[Data items]
════════
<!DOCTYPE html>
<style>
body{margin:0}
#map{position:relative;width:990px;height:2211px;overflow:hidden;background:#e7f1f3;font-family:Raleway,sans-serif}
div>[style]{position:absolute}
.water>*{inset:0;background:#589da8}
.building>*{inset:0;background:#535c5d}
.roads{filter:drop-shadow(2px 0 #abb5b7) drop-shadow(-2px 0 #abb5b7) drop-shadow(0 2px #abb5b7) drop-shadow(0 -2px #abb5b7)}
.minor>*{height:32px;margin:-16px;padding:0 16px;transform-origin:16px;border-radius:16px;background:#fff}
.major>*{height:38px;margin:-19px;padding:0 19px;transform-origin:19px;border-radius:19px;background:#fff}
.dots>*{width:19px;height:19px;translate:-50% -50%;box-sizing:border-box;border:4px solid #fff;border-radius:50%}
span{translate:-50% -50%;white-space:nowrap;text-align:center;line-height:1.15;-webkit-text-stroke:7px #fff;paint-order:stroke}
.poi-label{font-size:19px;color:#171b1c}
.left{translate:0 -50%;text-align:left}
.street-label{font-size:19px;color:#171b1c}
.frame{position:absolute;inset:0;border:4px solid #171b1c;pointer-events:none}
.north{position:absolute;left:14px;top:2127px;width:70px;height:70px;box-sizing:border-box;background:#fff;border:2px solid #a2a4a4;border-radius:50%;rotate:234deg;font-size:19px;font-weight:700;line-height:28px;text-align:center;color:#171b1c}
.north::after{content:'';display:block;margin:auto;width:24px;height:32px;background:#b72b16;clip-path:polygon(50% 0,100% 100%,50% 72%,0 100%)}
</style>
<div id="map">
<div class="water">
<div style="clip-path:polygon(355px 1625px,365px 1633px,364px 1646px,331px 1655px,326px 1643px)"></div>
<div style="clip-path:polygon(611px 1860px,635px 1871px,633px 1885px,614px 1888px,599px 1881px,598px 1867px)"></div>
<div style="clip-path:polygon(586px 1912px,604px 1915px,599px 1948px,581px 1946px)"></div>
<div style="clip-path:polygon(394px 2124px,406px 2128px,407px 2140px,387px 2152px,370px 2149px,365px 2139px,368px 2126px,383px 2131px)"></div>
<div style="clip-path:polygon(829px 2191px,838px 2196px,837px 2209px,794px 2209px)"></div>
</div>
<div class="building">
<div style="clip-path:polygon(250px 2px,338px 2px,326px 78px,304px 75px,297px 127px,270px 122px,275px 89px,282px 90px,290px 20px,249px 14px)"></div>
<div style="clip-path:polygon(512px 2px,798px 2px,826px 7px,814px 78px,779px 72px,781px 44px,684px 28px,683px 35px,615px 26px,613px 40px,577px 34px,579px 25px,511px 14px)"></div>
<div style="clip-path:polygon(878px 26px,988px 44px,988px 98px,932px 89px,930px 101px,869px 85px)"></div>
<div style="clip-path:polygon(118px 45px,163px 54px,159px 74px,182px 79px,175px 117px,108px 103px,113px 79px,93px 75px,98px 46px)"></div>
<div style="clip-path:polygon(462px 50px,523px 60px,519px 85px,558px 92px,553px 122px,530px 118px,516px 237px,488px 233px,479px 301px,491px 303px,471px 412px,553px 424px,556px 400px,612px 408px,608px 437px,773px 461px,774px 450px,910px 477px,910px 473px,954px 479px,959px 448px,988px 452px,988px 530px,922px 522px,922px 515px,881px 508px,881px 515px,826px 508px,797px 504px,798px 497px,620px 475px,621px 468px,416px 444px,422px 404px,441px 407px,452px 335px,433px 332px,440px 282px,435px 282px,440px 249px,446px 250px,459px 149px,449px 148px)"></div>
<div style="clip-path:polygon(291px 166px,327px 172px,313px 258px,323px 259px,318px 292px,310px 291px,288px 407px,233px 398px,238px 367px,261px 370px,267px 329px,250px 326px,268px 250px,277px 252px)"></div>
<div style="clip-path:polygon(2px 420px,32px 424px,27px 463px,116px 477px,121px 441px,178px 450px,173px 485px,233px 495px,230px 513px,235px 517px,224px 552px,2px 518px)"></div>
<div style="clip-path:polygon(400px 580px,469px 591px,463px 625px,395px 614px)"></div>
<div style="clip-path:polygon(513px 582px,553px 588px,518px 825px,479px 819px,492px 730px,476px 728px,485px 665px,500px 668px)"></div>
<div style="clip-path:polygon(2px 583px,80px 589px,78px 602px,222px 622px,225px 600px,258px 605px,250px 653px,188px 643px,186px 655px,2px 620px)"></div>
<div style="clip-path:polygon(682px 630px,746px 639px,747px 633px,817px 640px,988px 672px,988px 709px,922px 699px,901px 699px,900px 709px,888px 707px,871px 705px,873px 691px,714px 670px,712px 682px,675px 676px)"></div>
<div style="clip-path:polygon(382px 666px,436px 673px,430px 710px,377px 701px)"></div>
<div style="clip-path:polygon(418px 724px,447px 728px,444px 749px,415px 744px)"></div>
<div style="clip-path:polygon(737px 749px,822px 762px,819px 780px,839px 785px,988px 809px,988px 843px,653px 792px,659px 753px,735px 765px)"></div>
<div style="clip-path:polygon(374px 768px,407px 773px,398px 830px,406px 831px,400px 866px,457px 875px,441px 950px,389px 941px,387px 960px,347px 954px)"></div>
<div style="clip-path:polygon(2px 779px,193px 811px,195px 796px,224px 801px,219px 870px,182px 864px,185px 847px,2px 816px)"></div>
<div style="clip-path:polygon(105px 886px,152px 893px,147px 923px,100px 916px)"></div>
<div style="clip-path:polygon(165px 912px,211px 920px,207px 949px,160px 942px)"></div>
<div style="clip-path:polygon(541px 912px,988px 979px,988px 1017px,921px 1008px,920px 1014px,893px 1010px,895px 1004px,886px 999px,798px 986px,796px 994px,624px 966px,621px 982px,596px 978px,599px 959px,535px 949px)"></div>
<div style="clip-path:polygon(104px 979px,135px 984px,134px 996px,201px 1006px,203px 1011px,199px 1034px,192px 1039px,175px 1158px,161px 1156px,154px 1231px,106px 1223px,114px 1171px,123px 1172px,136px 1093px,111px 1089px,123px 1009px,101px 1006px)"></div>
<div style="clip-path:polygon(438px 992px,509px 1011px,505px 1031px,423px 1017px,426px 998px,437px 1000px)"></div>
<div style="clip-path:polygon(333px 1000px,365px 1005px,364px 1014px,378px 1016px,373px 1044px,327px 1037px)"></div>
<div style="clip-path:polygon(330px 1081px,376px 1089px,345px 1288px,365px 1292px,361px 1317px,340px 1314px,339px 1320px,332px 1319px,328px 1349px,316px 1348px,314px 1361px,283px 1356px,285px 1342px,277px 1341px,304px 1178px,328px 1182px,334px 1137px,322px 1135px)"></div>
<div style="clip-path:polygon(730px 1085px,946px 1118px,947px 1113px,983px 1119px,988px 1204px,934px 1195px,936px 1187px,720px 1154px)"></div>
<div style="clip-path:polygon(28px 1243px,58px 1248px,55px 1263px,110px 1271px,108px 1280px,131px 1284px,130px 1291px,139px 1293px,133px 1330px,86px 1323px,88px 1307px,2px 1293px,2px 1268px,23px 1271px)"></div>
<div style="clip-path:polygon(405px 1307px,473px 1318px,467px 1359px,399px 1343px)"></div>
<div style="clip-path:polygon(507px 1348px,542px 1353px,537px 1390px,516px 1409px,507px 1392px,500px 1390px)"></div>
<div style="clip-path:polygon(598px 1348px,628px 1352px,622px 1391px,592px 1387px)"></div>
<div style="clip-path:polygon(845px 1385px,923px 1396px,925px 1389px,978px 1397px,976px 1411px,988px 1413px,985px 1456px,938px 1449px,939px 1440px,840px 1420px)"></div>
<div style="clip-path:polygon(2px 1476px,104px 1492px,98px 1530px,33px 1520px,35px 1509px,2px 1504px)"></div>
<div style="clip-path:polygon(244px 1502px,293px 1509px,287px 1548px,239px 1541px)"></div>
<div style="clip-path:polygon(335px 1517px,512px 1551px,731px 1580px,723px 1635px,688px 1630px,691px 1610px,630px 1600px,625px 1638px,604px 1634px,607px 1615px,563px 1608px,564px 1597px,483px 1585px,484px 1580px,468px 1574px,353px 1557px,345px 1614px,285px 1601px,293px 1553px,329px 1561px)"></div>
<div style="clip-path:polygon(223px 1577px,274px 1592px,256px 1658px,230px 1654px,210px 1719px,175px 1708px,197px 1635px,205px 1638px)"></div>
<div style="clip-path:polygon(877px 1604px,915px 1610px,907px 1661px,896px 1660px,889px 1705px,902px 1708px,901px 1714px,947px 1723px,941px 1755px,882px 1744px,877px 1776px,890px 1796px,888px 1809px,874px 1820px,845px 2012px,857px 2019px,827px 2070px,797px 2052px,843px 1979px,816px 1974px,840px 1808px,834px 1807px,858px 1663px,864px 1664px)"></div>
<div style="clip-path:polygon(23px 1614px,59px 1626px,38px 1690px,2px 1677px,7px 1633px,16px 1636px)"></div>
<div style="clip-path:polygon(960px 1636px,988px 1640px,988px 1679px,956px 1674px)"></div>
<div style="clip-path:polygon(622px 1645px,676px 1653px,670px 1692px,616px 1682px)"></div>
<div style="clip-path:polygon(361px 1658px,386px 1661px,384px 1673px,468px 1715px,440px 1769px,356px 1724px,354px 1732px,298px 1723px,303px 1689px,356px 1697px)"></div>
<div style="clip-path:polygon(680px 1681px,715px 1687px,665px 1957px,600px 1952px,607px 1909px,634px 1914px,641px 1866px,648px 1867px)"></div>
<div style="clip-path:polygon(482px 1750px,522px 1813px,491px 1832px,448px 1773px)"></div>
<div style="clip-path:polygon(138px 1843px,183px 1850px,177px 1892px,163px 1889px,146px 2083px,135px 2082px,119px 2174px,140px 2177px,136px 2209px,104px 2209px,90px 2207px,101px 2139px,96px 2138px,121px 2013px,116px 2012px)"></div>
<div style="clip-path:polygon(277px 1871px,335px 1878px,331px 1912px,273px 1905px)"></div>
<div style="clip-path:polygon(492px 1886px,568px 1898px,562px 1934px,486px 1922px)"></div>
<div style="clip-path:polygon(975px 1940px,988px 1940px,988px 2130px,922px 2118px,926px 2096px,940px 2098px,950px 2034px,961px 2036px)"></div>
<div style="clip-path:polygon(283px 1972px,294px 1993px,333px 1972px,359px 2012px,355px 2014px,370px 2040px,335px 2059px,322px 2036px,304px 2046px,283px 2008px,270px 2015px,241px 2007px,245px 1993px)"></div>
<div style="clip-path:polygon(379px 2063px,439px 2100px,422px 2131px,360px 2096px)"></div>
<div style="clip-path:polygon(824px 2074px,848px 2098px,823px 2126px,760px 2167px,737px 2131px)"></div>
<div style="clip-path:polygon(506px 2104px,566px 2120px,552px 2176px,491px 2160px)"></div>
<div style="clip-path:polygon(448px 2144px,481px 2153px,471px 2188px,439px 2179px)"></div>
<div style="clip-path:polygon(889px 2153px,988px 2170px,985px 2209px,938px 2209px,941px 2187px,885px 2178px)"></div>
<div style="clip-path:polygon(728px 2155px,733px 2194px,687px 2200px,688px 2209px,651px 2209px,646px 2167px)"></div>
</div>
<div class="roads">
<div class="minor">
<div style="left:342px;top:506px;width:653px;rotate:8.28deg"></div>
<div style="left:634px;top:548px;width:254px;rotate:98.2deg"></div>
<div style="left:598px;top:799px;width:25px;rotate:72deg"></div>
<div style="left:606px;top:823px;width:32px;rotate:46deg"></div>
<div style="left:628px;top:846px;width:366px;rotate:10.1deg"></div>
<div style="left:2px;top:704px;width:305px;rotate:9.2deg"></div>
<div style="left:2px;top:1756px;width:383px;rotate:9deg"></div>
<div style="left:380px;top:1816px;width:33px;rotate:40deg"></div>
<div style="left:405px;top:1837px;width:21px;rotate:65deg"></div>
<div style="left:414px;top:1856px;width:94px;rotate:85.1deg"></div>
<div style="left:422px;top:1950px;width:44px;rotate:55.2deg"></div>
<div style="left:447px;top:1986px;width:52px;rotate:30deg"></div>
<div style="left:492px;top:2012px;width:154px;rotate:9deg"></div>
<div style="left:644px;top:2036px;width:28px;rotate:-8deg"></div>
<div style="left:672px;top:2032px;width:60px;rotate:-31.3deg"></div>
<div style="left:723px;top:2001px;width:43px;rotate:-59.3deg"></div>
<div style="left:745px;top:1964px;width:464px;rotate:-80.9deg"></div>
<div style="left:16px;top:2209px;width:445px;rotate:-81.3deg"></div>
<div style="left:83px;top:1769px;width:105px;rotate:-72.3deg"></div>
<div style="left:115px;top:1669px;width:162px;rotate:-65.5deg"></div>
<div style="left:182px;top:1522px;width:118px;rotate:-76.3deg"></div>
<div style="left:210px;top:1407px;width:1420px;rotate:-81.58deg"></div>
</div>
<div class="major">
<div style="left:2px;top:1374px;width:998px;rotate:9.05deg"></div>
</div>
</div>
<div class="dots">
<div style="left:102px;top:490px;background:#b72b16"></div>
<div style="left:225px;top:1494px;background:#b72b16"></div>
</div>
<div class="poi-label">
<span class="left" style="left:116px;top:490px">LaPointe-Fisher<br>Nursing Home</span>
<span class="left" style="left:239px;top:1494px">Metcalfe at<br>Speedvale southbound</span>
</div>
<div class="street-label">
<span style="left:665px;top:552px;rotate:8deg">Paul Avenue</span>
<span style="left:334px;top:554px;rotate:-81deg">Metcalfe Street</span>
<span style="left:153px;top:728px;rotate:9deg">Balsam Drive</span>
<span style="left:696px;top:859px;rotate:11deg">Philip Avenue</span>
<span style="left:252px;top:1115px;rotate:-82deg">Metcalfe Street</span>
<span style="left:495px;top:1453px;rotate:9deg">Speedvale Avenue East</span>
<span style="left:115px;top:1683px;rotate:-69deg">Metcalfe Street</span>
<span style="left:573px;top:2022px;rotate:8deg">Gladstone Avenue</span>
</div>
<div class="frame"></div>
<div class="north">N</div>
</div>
════════
**Your assignment**
With the line that has "992px,509px 1011px,505px 1031px,423px" as the first and the line that has "1348px,542px 1353px,537px 1390px,516px" as the last, repeat exactly that run of lines above and no more.

**Output for this task**
<div style="clip-path:polygon(438px 992px,509px 1011px,505px 1031px,423px 1017px,426px 998px,437px 1000px)"></div>
<div style="clip-path:polygon(333px 1000px,365px 1005px,364px 1014px,378px 1016px,373px 1044px,327px 1037px)"></div>
<div style="clip-path:polygon(330px 1081px,376px 1089px,345px 1288px,365px 1292px,361px 1317px,340px 1314px,339px 1320px,332px 1319px,328px 1349px,316px 1348px,314px 1361px,283px 1356px,285px 1342px,277px 1341px,304px 1178px,328px 1182px,334px 1137px,322px 1135px)"></div>
<div style="clip-path:polygon(730px 1085px,946px 1118px,947px 1113px,983px 1119px,988px 1204px,934px 1195px,936px 1187px,720px 1154px)"></div>
<div style="clip-path:polygon(28px 1243px,58px 1248px,55px 1263px,110px 1271px,108px 1280px,131px 1284px,130px 1291px,139px 1293px,133px 1330px,86px 1323px,88px 1307px,2px 1293px,2px 1268px,23px 1271px)"></div>
<div style="clip-path:polygon(405px 1307px,473px 1318px,467px 1359px,399px 1343px)"></div>
<div style="clip-path:polygon(507px 1348px,542px 1353px,537px 1390px,516px 1409px,507px 1392px,500px 1390px)"></div>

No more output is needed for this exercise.